The following from the Declaration reveals the thinking of Americans in the time leading up to the revolutionary war:
· Prudence, indeed, will dictate that Governments long established should not be changed for light and transient causes; and accordingly, all experience hath shewn, that mankind are more disposed to suffer, while evils are sufferable, than to right themselves by abolishing the forms to which they are accustomed. But when a long train of abuses and usurpations, pursuing invariably the same Object evinces a design to reduce them under absolute Despotism, it is their right, it is their duty, to throw off such Government, and to provide new Guards for their future security. Such has been the patient sufferance of these Colonies; and such is now the necessity which constrains them to alter their former Systems of Government.
The Declaration goes on to list the grievances of the colonies against the King. Many of those grievances could be leveled against our government today.
We’re seeing the results of an intentionally degraded public education system. Many Americans seem to have little knowledge of our nation’s history and even less understanding of our government and how it is intended to work. Cornell University, for instance, has removed a bust of Lincoln and a copy of the Gettysburg Address from their library due to a complaint from an anonymous individual. Taxpayer funded National Public Radio (NPR) ended their tradition of reading the Declaration on the 4th of July and instead offered a discussion on “what equality really means”.

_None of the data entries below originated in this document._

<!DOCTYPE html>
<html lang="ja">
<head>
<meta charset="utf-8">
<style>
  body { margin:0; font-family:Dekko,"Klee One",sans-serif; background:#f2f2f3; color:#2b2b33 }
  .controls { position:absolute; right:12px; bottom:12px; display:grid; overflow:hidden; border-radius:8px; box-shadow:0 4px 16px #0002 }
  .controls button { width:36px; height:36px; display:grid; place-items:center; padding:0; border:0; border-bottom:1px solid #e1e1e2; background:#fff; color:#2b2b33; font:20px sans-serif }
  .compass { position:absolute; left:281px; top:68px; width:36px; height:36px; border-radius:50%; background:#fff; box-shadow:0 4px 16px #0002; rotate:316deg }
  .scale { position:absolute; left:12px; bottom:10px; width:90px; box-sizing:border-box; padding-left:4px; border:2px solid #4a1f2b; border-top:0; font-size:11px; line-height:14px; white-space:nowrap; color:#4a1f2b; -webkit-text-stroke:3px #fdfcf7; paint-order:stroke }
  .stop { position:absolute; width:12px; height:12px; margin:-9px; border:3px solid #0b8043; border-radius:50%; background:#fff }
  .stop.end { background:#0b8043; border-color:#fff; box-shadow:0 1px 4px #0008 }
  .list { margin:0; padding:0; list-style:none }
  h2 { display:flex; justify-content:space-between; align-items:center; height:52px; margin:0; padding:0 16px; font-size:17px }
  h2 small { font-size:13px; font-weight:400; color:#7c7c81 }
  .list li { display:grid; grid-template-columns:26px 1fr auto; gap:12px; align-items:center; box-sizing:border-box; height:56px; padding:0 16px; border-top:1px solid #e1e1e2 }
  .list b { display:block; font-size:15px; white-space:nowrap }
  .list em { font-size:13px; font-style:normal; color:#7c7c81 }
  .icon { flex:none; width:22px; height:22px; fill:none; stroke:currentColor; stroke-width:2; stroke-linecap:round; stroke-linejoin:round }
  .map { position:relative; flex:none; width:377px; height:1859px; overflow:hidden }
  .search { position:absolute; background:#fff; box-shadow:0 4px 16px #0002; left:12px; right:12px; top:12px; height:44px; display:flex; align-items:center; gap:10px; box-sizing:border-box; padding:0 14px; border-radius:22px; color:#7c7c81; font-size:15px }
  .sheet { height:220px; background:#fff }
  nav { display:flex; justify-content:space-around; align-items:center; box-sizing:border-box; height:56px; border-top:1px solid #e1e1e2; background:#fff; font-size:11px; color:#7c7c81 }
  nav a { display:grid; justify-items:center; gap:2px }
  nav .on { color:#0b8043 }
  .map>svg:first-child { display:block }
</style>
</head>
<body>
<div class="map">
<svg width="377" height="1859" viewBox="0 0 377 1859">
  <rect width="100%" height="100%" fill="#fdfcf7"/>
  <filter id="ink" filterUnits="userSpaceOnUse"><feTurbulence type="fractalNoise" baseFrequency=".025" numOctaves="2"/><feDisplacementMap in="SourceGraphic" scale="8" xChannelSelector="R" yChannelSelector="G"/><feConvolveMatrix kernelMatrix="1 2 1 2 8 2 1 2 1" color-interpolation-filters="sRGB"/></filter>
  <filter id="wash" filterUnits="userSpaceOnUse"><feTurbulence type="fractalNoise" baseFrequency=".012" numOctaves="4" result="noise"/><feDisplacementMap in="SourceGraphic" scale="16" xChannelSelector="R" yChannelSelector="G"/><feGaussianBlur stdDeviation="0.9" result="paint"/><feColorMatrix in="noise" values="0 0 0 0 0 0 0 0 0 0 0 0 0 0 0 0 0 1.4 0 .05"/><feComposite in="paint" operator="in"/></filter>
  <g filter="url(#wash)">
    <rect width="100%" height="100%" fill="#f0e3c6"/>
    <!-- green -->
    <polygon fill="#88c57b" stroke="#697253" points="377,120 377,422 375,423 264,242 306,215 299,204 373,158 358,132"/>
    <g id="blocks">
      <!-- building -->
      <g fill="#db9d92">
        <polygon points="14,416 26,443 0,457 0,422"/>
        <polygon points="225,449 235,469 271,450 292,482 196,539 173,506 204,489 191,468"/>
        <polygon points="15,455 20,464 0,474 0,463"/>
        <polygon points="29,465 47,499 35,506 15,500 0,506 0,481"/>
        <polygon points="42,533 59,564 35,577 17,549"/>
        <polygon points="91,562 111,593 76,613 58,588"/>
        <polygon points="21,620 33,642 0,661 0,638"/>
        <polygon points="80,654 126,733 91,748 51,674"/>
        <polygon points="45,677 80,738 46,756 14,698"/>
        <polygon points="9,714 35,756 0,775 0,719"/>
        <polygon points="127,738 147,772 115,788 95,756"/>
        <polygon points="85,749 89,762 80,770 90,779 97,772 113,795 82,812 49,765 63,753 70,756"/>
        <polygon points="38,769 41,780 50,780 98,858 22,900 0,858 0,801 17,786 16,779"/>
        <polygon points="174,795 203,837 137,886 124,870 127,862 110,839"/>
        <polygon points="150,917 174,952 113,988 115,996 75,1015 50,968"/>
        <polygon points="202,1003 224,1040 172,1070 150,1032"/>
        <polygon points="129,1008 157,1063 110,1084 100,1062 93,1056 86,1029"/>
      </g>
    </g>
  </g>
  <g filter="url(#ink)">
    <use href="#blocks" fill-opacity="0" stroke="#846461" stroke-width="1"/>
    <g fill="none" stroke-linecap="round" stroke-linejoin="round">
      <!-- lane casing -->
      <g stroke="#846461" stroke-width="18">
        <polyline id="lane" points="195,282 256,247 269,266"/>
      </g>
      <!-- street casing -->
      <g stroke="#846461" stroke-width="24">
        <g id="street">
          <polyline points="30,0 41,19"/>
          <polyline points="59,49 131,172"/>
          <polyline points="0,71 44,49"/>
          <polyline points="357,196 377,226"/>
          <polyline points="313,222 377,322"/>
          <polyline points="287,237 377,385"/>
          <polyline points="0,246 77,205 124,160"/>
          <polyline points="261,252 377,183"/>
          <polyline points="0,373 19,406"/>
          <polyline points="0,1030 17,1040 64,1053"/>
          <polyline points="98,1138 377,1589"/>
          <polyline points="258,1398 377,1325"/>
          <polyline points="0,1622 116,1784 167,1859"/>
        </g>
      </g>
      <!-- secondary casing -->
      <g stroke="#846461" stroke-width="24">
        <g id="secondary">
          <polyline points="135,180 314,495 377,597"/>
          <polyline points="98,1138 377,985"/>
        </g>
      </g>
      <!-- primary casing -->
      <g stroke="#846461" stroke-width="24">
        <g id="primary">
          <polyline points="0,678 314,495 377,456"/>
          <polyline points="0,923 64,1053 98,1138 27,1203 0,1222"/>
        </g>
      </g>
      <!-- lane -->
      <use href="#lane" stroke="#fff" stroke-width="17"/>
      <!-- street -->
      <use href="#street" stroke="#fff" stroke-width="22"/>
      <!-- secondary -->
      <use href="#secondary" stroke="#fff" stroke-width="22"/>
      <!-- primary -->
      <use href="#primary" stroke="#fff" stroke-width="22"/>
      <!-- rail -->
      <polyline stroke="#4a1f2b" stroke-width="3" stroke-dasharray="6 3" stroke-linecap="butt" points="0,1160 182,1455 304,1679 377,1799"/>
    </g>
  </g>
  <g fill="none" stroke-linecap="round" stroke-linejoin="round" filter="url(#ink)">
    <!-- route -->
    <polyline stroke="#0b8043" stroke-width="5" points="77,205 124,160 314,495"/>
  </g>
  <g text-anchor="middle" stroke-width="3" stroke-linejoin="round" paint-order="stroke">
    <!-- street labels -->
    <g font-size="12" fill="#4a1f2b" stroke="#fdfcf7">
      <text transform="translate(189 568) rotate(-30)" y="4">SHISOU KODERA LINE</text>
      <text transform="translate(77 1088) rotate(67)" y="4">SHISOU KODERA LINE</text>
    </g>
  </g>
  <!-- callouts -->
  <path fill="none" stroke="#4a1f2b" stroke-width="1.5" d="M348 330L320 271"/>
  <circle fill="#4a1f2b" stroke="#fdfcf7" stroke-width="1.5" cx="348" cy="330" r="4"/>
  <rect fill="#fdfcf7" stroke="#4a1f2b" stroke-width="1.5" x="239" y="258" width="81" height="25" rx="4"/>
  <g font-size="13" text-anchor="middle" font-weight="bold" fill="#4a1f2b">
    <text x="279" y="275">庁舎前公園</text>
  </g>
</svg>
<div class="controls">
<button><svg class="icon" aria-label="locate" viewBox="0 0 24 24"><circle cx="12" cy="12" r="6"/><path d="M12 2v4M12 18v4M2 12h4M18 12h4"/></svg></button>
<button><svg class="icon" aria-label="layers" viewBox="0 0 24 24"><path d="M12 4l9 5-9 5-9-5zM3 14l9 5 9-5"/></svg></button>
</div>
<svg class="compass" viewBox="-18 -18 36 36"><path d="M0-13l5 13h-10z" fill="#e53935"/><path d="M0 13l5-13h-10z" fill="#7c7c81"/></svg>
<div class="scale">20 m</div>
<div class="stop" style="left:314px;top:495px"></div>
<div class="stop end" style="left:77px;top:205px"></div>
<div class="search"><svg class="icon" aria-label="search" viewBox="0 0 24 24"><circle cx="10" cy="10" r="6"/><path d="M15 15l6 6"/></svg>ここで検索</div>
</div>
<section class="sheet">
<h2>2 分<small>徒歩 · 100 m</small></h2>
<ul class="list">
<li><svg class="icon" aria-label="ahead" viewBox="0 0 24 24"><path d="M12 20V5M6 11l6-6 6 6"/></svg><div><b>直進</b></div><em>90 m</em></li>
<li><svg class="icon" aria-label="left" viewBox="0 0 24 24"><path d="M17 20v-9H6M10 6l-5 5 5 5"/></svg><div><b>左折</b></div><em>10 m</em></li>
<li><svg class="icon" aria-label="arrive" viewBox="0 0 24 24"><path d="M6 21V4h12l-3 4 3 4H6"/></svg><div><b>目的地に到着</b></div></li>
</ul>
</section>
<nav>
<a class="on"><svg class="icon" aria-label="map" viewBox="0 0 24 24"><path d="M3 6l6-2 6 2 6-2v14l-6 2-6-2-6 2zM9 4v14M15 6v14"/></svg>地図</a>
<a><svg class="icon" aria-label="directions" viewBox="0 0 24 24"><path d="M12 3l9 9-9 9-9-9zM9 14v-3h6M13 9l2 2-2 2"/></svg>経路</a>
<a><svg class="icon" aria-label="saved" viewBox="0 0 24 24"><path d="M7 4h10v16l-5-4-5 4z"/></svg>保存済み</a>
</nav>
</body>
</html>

I’ve read several books on Frederick Douglass and Abraham Lincoln and the period leading up to the civil war. Looking at that period in history reveals it took the American people fifteen to twenty years to conclude that war was the only option. Looking at the time prior to the revolutionary war indicates a similar fifteen to twenty year timeframe for the colonists to come to their conclusion.
We may be entering into a similar fifteen-to-twenty-year period today. Maybe it started during the Obama years or maybe with the election of Donald Trump but there are certainly indications the country is moving in that direction.
Hinderaker suggests that America may be on the path to breaking up. Hinderaker may be right. The question is will it be a peaceful breakup or a violent one?